Material for this exercise section start
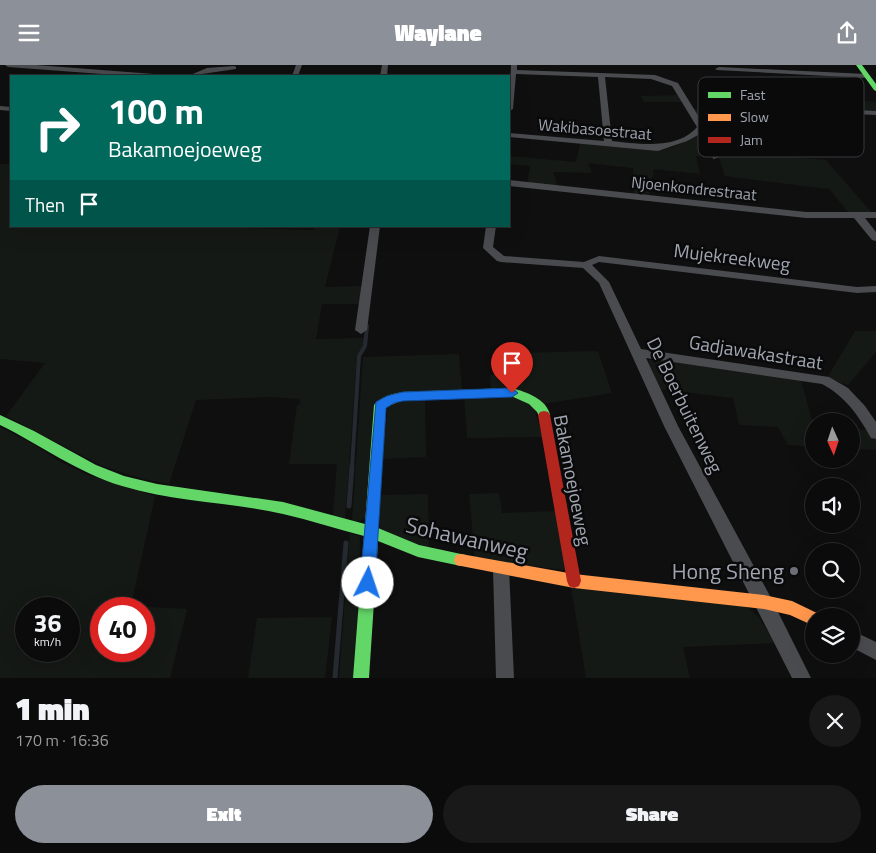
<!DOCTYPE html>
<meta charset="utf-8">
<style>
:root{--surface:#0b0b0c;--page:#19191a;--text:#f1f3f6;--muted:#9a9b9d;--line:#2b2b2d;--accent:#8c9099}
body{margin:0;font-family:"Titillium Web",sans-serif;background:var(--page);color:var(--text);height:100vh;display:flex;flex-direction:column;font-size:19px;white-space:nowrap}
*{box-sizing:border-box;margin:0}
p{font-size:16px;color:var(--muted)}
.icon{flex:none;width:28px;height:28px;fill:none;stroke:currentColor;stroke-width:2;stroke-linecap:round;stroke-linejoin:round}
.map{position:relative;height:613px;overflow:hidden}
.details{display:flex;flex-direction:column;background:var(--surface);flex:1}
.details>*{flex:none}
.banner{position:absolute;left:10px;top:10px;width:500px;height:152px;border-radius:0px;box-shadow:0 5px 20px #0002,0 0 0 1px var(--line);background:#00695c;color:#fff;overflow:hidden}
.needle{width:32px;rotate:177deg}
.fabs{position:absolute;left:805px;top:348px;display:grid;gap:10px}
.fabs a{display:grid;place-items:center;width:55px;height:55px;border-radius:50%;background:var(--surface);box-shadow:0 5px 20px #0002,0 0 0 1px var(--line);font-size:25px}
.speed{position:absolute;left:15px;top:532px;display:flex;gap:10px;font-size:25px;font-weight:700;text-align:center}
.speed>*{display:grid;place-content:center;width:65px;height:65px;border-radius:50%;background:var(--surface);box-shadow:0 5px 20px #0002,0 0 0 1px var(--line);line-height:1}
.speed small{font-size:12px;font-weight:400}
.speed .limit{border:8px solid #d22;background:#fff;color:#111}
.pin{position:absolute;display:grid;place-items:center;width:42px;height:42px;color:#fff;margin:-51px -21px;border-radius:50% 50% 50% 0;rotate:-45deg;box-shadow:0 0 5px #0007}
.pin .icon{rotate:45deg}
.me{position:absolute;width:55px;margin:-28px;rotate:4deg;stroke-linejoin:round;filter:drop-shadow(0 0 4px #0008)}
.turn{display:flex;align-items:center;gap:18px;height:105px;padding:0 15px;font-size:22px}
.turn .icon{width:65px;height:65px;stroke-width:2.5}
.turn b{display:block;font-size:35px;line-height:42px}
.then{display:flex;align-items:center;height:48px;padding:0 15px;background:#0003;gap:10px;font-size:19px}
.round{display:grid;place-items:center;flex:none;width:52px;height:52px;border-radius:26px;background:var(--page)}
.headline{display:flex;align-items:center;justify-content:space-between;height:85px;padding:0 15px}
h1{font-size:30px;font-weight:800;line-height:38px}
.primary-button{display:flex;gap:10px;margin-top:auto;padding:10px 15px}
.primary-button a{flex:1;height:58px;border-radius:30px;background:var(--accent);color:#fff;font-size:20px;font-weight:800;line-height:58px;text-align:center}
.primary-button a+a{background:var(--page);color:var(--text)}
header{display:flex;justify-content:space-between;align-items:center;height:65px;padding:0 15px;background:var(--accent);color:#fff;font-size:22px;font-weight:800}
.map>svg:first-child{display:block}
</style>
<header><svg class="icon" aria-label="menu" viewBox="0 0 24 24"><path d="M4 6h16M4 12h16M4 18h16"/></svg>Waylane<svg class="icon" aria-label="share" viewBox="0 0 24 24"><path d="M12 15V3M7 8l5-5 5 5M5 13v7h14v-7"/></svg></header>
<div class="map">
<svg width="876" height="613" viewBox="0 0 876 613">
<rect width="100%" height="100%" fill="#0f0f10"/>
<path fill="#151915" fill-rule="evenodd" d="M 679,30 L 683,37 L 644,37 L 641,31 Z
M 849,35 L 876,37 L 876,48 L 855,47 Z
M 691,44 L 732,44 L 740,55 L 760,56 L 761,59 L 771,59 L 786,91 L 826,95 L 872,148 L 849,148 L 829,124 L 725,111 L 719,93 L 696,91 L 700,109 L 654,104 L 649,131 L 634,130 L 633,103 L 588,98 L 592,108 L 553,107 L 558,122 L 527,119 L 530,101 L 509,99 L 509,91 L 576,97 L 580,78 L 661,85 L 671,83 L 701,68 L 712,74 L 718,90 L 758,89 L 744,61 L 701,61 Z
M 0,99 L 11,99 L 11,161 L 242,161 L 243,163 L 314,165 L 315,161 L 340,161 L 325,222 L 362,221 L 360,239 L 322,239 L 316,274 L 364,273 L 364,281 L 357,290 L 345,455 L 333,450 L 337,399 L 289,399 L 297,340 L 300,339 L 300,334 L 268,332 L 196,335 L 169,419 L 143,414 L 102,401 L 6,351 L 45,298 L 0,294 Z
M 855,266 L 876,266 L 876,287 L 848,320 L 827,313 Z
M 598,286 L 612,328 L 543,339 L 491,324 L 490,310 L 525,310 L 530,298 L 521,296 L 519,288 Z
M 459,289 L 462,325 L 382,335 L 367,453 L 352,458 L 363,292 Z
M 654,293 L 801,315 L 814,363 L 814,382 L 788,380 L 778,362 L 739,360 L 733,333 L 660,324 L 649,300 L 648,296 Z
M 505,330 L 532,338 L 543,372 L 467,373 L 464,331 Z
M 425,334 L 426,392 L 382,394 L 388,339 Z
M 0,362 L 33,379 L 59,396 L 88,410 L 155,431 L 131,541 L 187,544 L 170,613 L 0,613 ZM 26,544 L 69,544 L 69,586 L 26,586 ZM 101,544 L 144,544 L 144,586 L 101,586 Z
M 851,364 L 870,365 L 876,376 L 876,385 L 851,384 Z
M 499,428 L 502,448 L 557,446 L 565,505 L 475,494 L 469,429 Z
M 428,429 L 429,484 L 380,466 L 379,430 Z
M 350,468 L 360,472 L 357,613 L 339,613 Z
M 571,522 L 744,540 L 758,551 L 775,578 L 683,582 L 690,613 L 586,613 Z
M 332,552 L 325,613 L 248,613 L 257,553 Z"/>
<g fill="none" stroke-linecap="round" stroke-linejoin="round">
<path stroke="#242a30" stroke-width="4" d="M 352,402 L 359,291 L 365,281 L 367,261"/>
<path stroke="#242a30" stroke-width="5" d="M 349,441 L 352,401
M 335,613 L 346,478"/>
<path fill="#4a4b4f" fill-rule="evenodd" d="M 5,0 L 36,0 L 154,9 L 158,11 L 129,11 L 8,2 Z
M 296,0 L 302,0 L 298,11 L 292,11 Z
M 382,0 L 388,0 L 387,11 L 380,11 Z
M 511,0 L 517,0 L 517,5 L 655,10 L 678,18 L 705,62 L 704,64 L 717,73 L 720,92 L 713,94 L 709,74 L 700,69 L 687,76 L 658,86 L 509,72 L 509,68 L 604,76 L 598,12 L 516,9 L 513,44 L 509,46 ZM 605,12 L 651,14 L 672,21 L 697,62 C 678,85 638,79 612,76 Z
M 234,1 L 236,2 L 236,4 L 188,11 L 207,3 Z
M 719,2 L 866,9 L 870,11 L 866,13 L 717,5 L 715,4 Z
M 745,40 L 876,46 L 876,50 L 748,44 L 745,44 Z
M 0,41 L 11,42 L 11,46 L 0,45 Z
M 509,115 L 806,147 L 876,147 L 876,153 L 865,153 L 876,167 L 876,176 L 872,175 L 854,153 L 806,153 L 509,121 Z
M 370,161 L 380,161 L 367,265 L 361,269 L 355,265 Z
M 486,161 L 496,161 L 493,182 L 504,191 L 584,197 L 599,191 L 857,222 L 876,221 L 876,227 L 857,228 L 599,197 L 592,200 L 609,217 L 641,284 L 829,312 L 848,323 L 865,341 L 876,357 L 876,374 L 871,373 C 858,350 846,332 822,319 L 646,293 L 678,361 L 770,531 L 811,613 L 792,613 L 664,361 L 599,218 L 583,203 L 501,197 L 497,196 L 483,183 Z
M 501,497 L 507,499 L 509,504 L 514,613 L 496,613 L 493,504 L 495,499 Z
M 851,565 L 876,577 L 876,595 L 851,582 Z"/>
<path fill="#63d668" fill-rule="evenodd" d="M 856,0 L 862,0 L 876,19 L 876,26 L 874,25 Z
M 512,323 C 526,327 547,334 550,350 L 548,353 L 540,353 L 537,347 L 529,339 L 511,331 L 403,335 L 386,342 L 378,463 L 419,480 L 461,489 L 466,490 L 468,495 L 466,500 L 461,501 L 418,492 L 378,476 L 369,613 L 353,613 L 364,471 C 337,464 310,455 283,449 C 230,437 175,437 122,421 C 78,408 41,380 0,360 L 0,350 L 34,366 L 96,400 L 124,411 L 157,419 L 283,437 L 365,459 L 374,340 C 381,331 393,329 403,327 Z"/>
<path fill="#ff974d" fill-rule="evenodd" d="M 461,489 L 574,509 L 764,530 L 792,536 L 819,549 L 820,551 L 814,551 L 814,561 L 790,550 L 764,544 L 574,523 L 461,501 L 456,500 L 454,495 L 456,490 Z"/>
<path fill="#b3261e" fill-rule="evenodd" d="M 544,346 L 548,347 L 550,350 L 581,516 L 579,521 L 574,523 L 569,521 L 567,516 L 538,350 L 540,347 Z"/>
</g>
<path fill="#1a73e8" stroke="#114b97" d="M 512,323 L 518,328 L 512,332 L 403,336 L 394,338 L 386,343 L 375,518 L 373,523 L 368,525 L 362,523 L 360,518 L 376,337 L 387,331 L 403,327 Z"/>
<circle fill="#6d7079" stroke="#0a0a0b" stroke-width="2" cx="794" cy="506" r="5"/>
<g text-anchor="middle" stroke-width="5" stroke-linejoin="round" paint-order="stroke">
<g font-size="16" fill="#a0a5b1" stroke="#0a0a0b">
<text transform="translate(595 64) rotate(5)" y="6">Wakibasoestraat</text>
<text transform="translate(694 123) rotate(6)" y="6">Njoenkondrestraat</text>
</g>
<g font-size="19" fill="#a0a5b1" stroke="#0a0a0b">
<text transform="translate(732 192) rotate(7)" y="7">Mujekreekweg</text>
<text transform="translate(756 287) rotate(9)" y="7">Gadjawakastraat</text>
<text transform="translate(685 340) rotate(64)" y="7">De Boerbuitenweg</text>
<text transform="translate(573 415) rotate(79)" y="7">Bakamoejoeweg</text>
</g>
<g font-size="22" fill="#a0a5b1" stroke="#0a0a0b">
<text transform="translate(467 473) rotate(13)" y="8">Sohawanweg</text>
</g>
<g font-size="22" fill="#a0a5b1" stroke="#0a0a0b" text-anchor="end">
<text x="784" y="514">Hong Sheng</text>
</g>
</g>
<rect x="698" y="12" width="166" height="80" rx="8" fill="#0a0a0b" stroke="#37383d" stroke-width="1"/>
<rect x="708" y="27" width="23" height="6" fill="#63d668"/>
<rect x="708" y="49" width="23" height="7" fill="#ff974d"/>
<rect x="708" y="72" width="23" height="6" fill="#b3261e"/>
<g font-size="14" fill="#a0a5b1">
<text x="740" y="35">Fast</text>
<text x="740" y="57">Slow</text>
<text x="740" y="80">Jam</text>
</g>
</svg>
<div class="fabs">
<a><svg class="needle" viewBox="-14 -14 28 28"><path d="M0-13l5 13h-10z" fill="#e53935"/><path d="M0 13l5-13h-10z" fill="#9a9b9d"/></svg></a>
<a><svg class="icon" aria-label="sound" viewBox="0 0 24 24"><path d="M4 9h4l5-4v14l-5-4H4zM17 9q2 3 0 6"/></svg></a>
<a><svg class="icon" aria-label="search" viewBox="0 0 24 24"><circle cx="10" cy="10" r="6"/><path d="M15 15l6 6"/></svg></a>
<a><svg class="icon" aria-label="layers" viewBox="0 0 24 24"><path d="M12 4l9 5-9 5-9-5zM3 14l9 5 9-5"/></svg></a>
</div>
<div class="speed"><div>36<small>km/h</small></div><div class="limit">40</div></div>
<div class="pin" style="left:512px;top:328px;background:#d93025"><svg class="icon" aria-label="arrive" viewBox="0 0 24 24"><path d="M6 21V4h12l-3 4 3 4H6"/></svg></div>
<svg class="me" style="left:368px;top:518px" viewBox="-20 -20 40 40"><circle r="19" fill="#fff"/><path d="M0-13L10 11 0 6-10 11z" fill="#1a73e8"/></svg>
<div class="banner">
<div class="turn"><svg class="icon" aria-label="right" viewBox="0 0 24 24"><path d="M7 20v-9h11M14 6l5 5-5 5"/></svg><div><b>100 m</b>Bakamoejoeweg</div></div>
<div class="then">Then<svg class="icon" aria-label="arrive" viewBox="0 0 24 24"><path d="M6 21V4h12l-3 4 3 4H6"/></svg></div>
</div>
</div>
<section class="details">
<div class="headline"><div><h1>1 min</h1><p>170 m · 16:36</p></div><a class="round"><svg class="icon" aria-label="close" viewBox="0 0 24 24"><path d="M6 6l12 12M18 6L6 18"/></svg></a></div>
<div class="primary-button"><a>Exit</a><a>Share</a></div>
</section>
Material for this exercise section end
▸ Directions: Copy each line in the entries above where "limit" turns up.

▸ Exercise answer:
.speed .limit{border:8px solid #d22;background:#fff;color:#111}
<div class="speed"><div>36<small>km/h</small></div><div class="limit">40</div></div>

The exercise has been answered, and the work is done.